Look, for that matter, the profound renewal that I mentioned earlier is not just limited to the academic and cultural or educational domains, but to the whole organization of the university, so that a special commission, chaired by the pro-rector, is busy carrying out a thorough revision of the statutes, by-laws, and in general all the regulations of our university. On the other hand we must never forget that we are second causes, and that we must do our part to the best of our ability, but that the last word is always with the Lord, because without his help we can do nothing. But if we are determined to do his will, acting for the good, how think that He will deprive us of His assistance? This famous aphorism is attributed to Don Bosco: “Remember that education is something pertaining to the heart, and that God alone is its master, and we will not succeed in anything, unless God teaches us its art and gives us its keys”. During the VIII International Symposium of University Professors (Lateran, June 23, 2011), former rector of this university and now Archbishop of Milan, Cardinal Angelo Scola, reflecting on the issue 'university', used to say that the question what kind of university? is an emblematic reflection of the question of questions: what kind of man? The raison d'etre of a university and the ways it is proposed, concluded Scola, help shape the character of man as the protagonist of our society. That's why in my welcome address to the first year students who come to study from all over the world in the heart of the Catholic intelligentsia, I felt duty bound to make it clear to them that we provide a wisdom that does not coincide with the mere learning of a discipline or a profession (lawyer, philosopher, theologian...), but a wisdom which is a passion for the truth, for the meaning of life, which is a profound comprehension of what is good and what is evil. In this university, students will learn to understand from the Church of Christ - who is mother and teacher – for Whom and for What it's worth spending the days God has granted us in this wonderful adventure called life. And precisely to this purpose I decided to beef up and revamp the team of campus ministry, by entrusting it to my secretary, prof. Don Mirko Integlia.
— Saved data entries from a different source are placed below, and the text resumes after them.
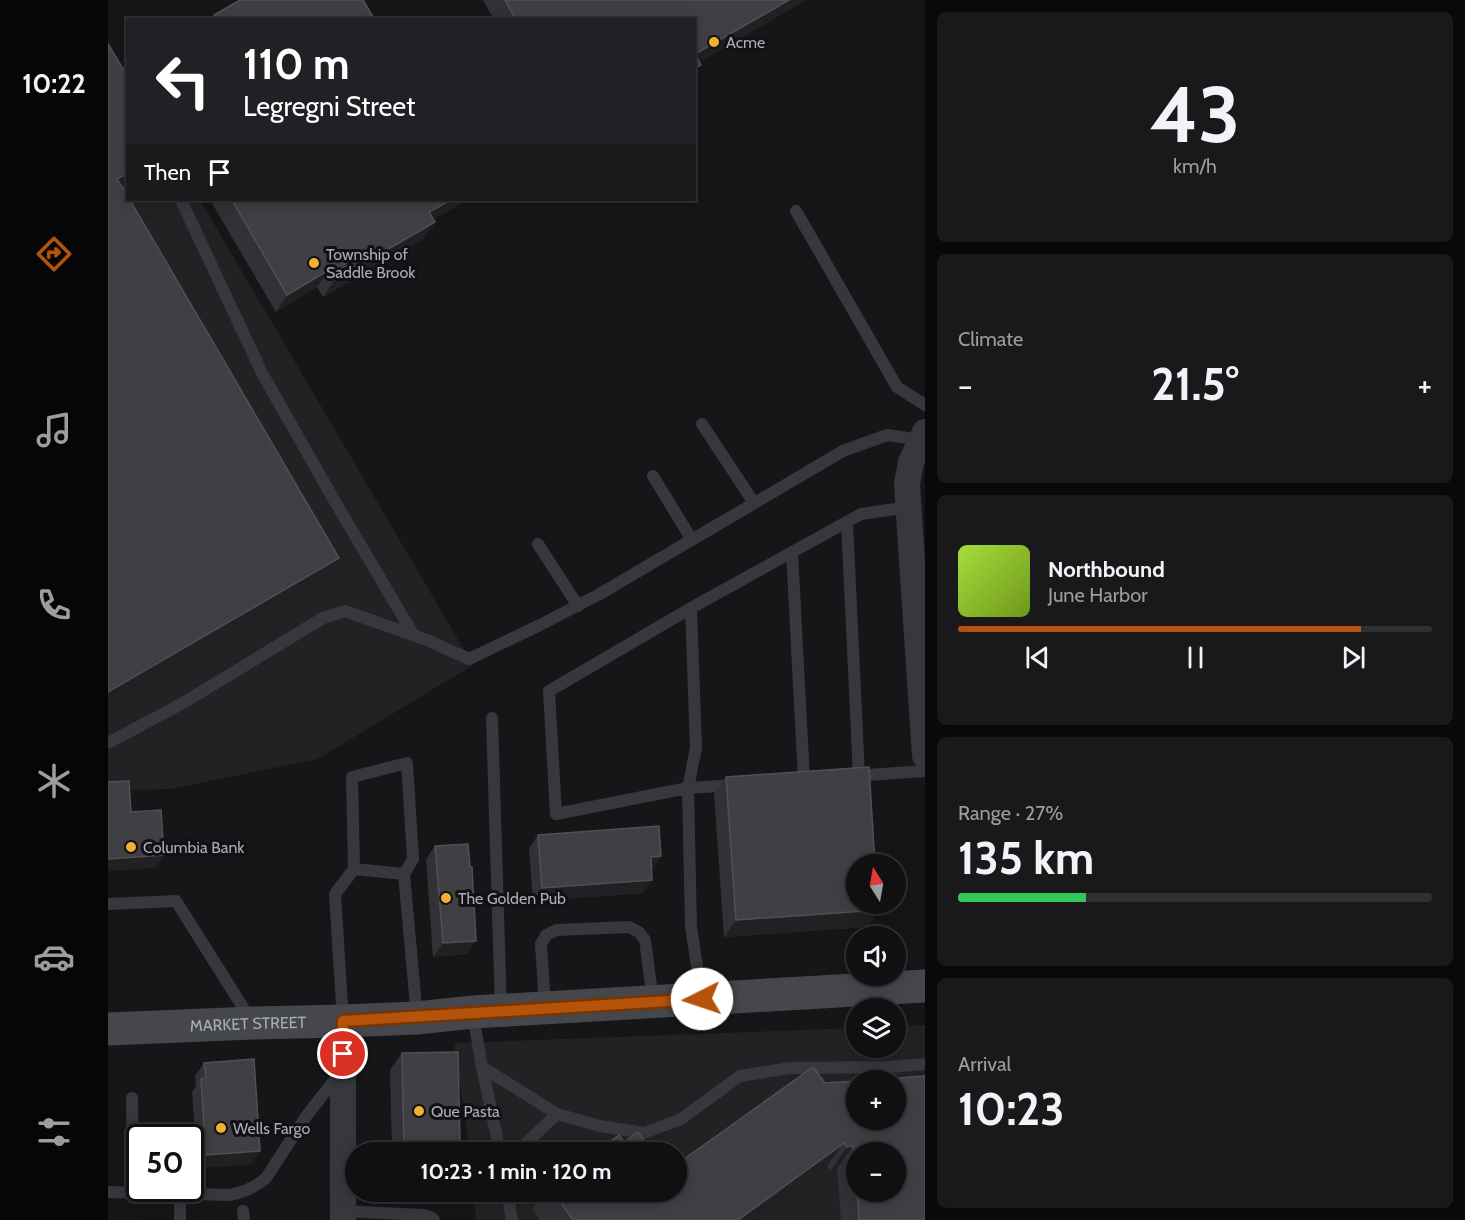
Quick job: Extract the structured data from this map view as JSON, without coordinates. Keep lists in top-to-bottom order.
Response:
{
  "streets": {
    "main road": ["MARKET STREET"]
  },
  "places": [
    "Acme",
    "Township of Saddle Brook",
    "Columbia Bank",
    "The Golden Pub",
    "Que Pasta",
    "Wells Fargo"
  ],
  "north": "top",
  "page": {
    "tabs": "10:22",
    "tile": [
      ["43", "km/h"],
      "Climate",
      ["Range · 27%", "135 km"],
      ["Arrival", "10:23"]
    ],
    "turn": ["110 m", "Legregni Street"],
    "then": "Then",
    "heat": ["−", "21.5°", "+"],
    "song": ["Northbound", "June Harbor"],
    "map_buttons": ["+", "−"],
    "limit": "50",
    "trip": "10:23 · 1 min · 120 m"
  }
}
At the end of the day, a better society from better men ...

That's right. In my homily to usher in the academic year last October, we asked for the Father to send, through the Son, His Spirit upon us. It will make easier for us to communicate, understand each other, most of all it will make easier and more spontaneous for us to love each other, appreciate each other, and if necessary to pardon each other. Because an academic institution like ours, albeit so full of noble traditions, cherished by the Pastors of the Church and set like a valuable gem among the pontifical universities in Rome, is primarily made of people, and every person has a heart . If we allow the Holy Spirit to pour with His divine bounty, our heart will swell with goodness, kindness, benevolence, and thus concord and harmony between truth and charity, between minds and hearts, will flourish. It seems to me that the timing could not have been more propitious. Therefore it is up to us to take advantage  of the present situation, by appreciating the current emergency as an “educational opportunity” rather than as a “disaster” or a “fatal misfortune”.